Dirge Without Music

Many years ago, I sang an oratorio piece in a choir at my congregation in Brookline. We spent months rehearsing and preparing for the performance in the spring. As a musician, it was by far one of the most challenging pieces I’ve ever taken on. At the same time, practicing and performing with the other choir members and orchestra left me feeling exhilarated.

Looking back, there was one line in that piece that stood out to me. The phrase appeared in the second movement, as a repeating motif over several measures. The phrase was, “Let the dead bury their dead.”

This phrase struck me as rather odd at the time. I was 15 or 16 when I sang this piece, and I had no idea of what it meant. How can the dead bury the dead, let alone their dead? Recently, though, that phrase has resurfaced in my mind when someone I had known for a couple of years at BU passed away. I am still trying to process his death, and the emotions that have emerged in light of it.

Grief is an incredibly complicated emotion. It manifests in a variety of ways in different people, and it also does not follow a set time course.
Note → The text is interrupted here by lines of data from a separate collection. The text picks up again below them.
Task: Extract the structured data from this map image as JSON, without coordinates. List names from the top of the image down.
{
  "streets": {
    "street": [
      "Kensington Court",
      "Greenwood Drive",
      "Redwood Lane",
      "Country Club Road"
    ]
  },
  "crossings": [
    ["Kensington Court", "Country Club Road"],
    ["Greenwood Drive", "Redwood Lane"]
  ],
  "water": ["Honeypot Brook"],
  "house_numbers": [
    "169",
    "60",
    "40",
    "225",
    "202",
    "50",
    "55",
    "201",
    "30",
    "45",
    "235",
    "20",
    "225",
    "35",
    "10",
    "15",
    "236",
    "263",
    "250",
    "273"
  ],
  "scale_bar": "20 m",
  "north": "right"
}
For some, it appears immediately; for others, it may take weeks or months after a loss for it to appear. When I learned the news of his death, it took me a moment to collect myself before I could continue the conversation. I distinctly remember not feeling an emotion immediately. Instead, there was only silence inside, a internal quietness that had settled in my mind. Several days later, I attended a meeting to talk about his death, with a dozen or two other people. After the introductory parts of the conversation began, there was also a long silence in the room. It lasted for a good twenty or thirty seconds before someone began to speak. I was only hit with emotion after that meeting, when I sat down and finally felt the weight of that silence, both in the meeting and in my being when I heard the news.
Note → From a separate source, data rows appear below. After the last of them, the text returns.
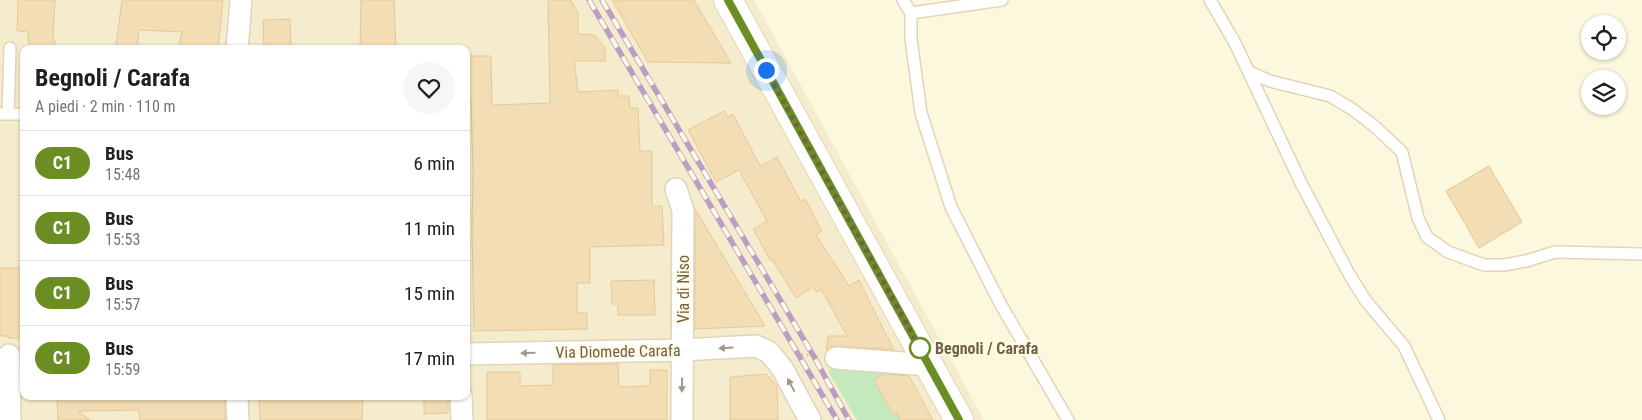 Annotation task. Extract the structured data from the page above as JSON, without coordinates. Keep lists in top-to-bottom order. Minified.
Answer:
{"streets":{"street":["Via di Niso","Via Diomede Carafa"]},"crossings":[["Via di Niso","Via Diomede Carafa"]],"one_way":["Via Diomede Carafa"],"places":["Begnoli / Carafa"],"lines":["bus line C1"],"page":{"heading":["Begnoli / Carafa","A piedi · 2 min · 110 m"],"list":[{"mark":"C1","name":"Bus","note":"15:48","value":"6 min"},{"mark":"C1","name":"Bus","note":"15:53","value":"11 min"},{"mark":"C1","name":"Bus","note":"15:57","value":"15 min"},{"mark":"C1","name":"Bus","note":"15:59","value":"17 min"}]}} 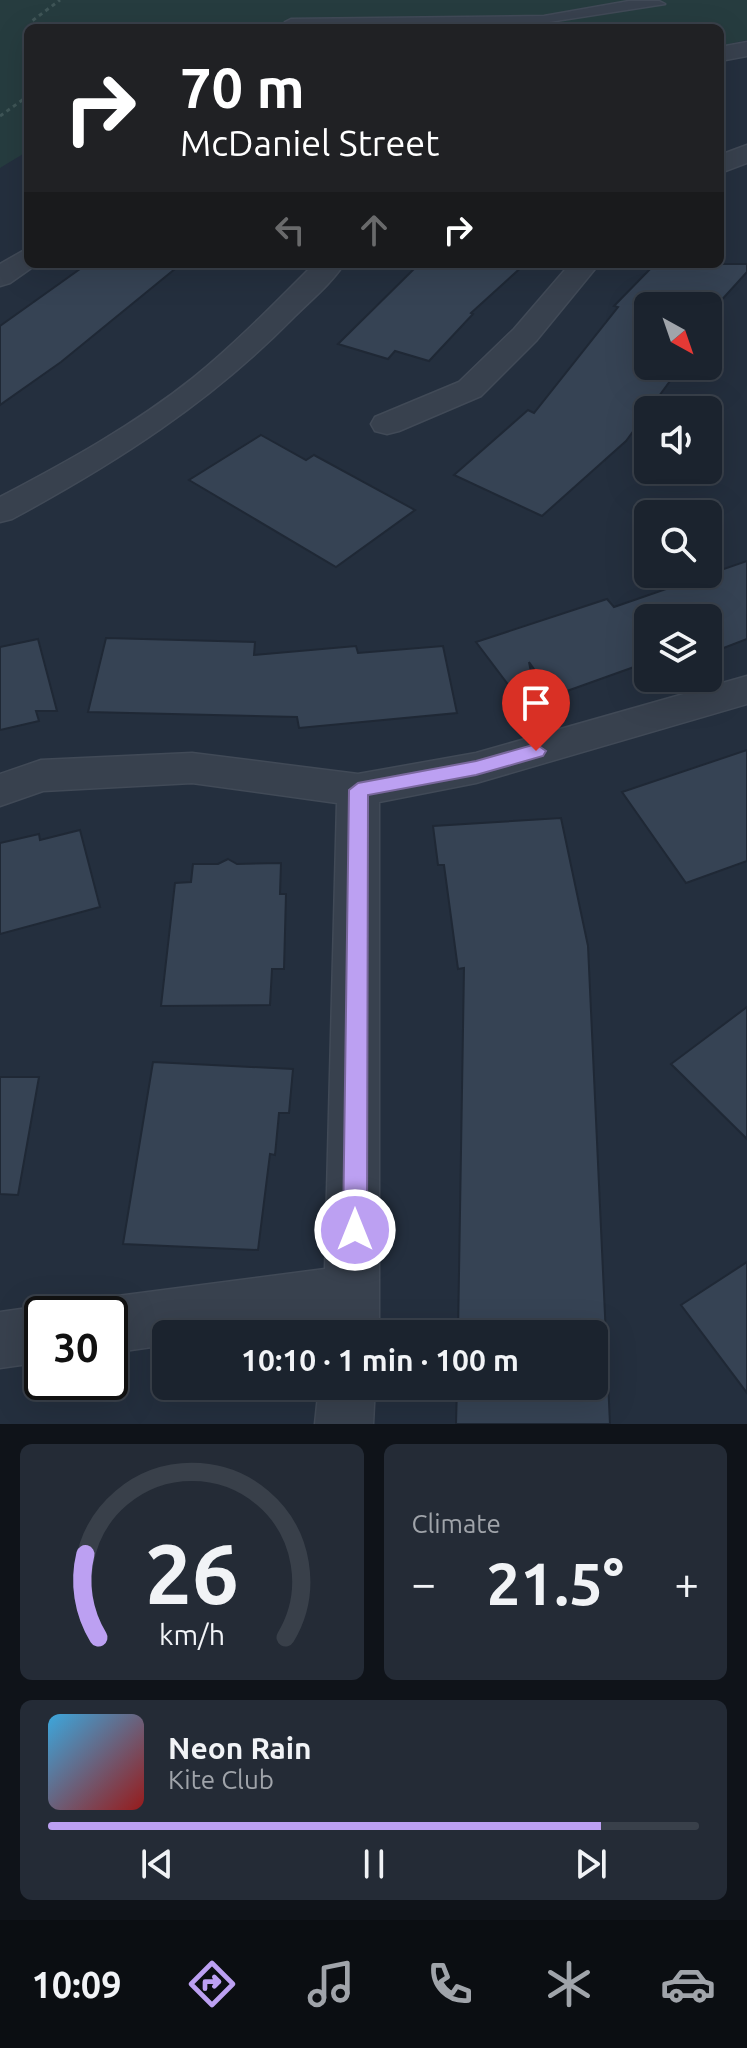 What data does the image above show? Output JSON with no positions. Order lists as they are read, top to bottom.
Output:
{
  "north": "bottom right",
  "page": {
    "turn": ["70 m", "McDaniel Street"],
    "limit": "30",
    "trip": "10:10 · 1 min · 100 m",
    "tile": "Climate",
    "heat": ["−", "21.5°", "+"],
    "song": ["Neon Rain", "Kite Club"],
    "tabs": "10:09",
    "gauge": ["26", "km/h"]
  }
} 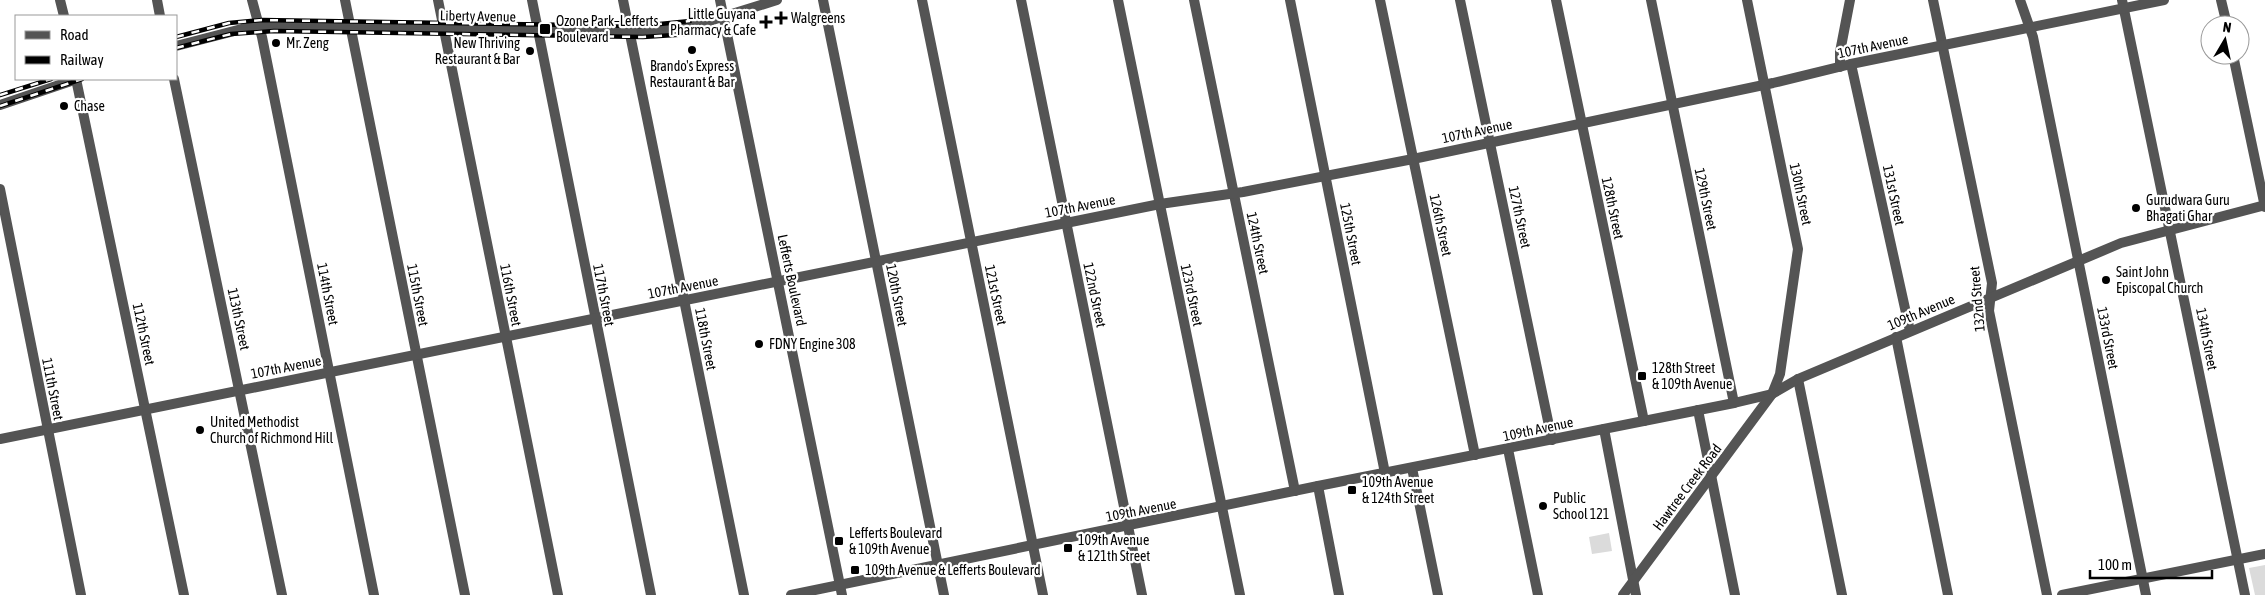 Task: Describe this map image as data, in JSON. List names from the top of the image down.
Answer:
{
  "streets": {
    "street": [
      "Liberty Avenue",
      "107th Avenue",
      "130th Street",
      "131st Street",
      "129th Street",
      "128th Street",
      "127th Street",
      "126th Street",
      "125th Street",
      "124th Street",
      "Lefferts Boulevard",
      "114th Street",
      "115th Street",
      "116th Street",
      "117th Street",
      "120th Street",
      "121st Street",
      "122nd Street",
      "123rd Street",
      "132nd Street",
      "109th Avenue",
      "113th Street",
      "112th Street",
      "133rd Street",
      "118th Street",
      "134th Street",
      "111th Street",
      "Hawtree Creek Road"
    ]
  },
  "crossings": [
    ["Liberty Avenue", "Lefferts Boulevard"],
    ["Liberty Avenue", "114th Street"],
    ["Liberty Avenue", "115th Street"],
    ["Liberty Avenue", "116th Street"],
    ["Liberty Avenue", "117th Street"],
    ["Liberty Avenue", "118th Street"],
    ["107th Avenue", "130th Street"],
    ["107th Avenue", "131st Street"],
    ["107th Avenue", "129th Street"],
    ["107th Avenue", "128th Street"],
    ["107th Avenue", "127th Street"],
    ["107th Avenue", "126th Street"],
    ["107th Avenue", "125th Street"],
    ["107th Avenue", "124th Street"],
    ["107th Avenue", "Lefferts Boulevard"],
    ["107th Avenue", "114th Street"],
    ["107th Avenue", "115th Street"],
    ["107th Avenue", "116th Street"],
    ["107th Avenue", "117th Street"],
    ["107th Avenue", "120th Street"],
    ["107th Avenue", "121st Street"],
    ["107th Avenue", "122nd Street"],
    ["107th Avenue", "123rd Street"],
    ["107th Avenue", "132nd Street"],
    ["107th Avenue", "113th Street"],
    ["107th Avenue", "112th Street"],
    ["107th Avenue", "133rd Street"],
    ["107th Avenue", "118th Street"],
    ["107th Avenue", "134th Street"],
    ["107th Avenue", "111th Street"],
    ["130th Street", "109th Avenue"],
    ["130th Street", "Hawtree Creek Road"],
    ["131st Street", "109th Avenue"],
    ["129th Street", "109th Avenue"],
    ["128th Street", "109th Avenue"],
    ["127th Street", "109th Avenue"],
    ["126th Street", "109th Avenue"],
    ["125th Street", "109th Avenue"],
    ["124th Street", "109th Avenue"],
    ["Lefferts Boulevard", "109th Avenue"],
    ["120th Street", "109th Avenue"],
    ["121st Street", "109th Avenue"],
    ["122nd Street", "109th Avenue"],
    ["123rd Street", "109th Avenue"],
    ["132nd Street", "109th Avenue"],
    ["109th Avenue", "133rd Street"],
    ["109th Avenue", "134th Street"],
    ["109th Avenue", "Hawtree Creek Road"]
  ],
  "places": {
    "health": ["Walgreens", "Little Guyana Pharmacy & Cafe"],
    "transit": [
      "Ozone Park–Lefferts Boulevard",
      "128th Street & 109th Avenue",
      "109th Avenue & 124th Street",
      "Lefferts Boulevard & 109th Avenue",
      "109th Avenue & 121th Street",
      "109th Avenue & Lefferts Boulevard"
    ],
    "other": [
      "Mr. Zeng",
      "Brando's Express Restaurant & Bar",
      "New Thriving Restaurant & Bar",
      "Chase",
      "Gurudwara Guru Bhagati Ghar",
      "Saint John Episcopal Church",
      "FDNY Engine 308",
      "United Methodist Church of Richmond Hill",
      "Public School 121"
    ]
  },
  "legend": ["Road", "Railway"],
  "scale_bar": "100 m",
  "north": "top"
}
I had sung years before the verse, “Let the dead bury their dead.” I think this phrase means that we should move on, and not let death and loss consume our energies and prevent us from living. Still, I find this message rather hard to accept. I’ve encountered death in a very personal way several times, and this time I have no words or requiem to meet it, only silence. Even though life goes on, I want to acknowledge the weight of the silence and the heaviness in this loss. I have accepted that I may carry it with me for a while before I put it down. But in the meantime, I will continue grappling with this encounter with death. I believe Edna St. Vincent Millay expresses this internal struggle beautifully:

 

Dirge Without Music

I am not resigned to the shutting away of loving hearts in the hard ground.
So it is, and so it will be, for so it has been, time out of mind:
Into the darkness they go, the wise and the lovely. Crowned
With lilies and with laurel they go; but I am not resigned.

Lovers and thinkers, into the earth with you.
Be one with the dull, the indiscriminate dust.
A fragment of what you felt, of what you knew,
A formula, a phrase remains,—but the best is lost.
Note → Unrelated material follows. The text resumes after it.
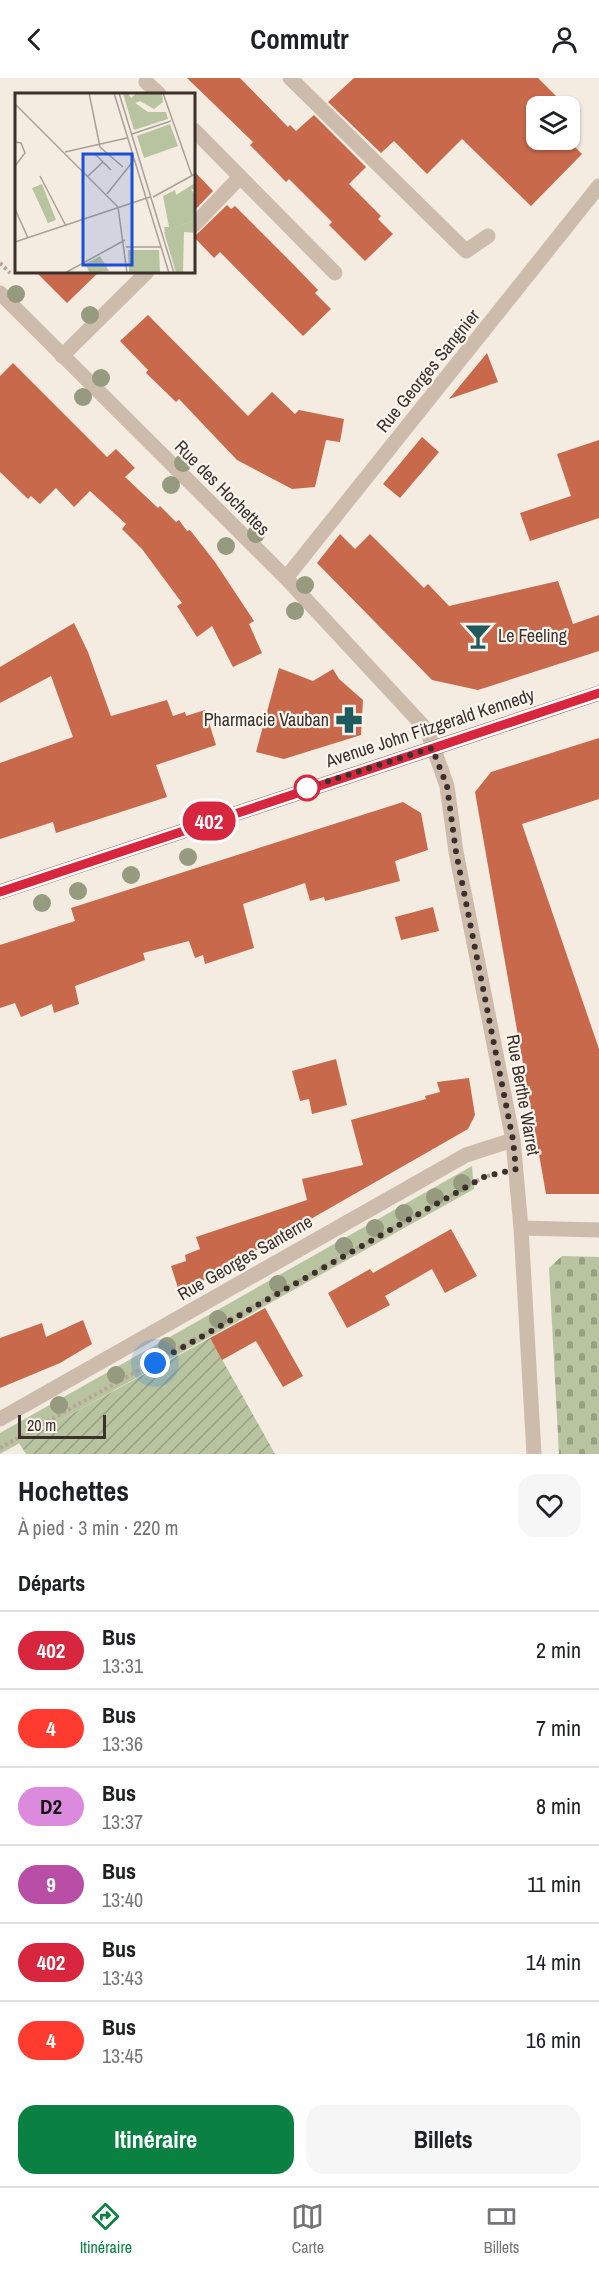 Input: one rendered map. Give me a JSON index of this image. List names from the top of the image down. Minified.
{"streets":{"main road":["Avenue John Fitzgerald Kennedy"],"street":["Rue Georges Sangnier","Rue des Hochettes","Rue Berthe Warret","Rue Georges Santerne"]},"crossings":[["Rue Georges Sangnier","Rue des Hochettes"],["Rue des Hochettes","Rue Berthe Warret"],["Avenue John Fitzgerald Kennedy","Rue Berthe Warret"],["Rue Berthe Warret","Rue Georges Santerne"]],"places":{"bar":["Le Feeling"],"pharmacy":["Pharmacie Vauban"]},"lines":["bus line 402"],"scale_bar":"20 m","page":{"header":"Commutr","on_map":"402","scale":"20 m","heading":[["Hochettes","À pied · 3 min · 220 m"],"Départs"],"list":[{"mark":"402","name":"Bus","note":"13:31","value":"2 min"},{"mark":"4","name":"Bus","note":"13:36","value":"7 min"},{"mark":"D2","name":"Bus","note":"13:37","value":"8 min"},{"mark":"9","name":"Bus","note":"13:40","value":"11 min"},{"mark":"402","name":"Bus","note":"13:43","value":"14 min"},{"mark":"4","name":"Bus","note":"13:45","value":"16 min"}],"buttons":["Itinéraire","Billets"],"tabs":["Itinéraire","Carte","Billets"]}}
The answers quick and keen, the honest look, the laughter, the love,—
They are gone.  They are gone to feed the roses.  Elegant and curled
Is the blossom.  Fragrant is the blossom.  I know.  But I do not approve.
More precious was the light in your eyes than all the roses in the world.

Down, down, down into the darkness of the grave
Gently they go, the beautiful, the tender, the kind;
Quietly they go, the intelligent, the witty, the brave.
I know.  But I do not approve.  And I am not resigned.

 

I may carry the weight of this death and grief, but I am not resigned to it. I intend to actively encounter and engage with this weight, however difficult that may be. In time, I know, that weight will diminish. In time, I know, this too shall pass.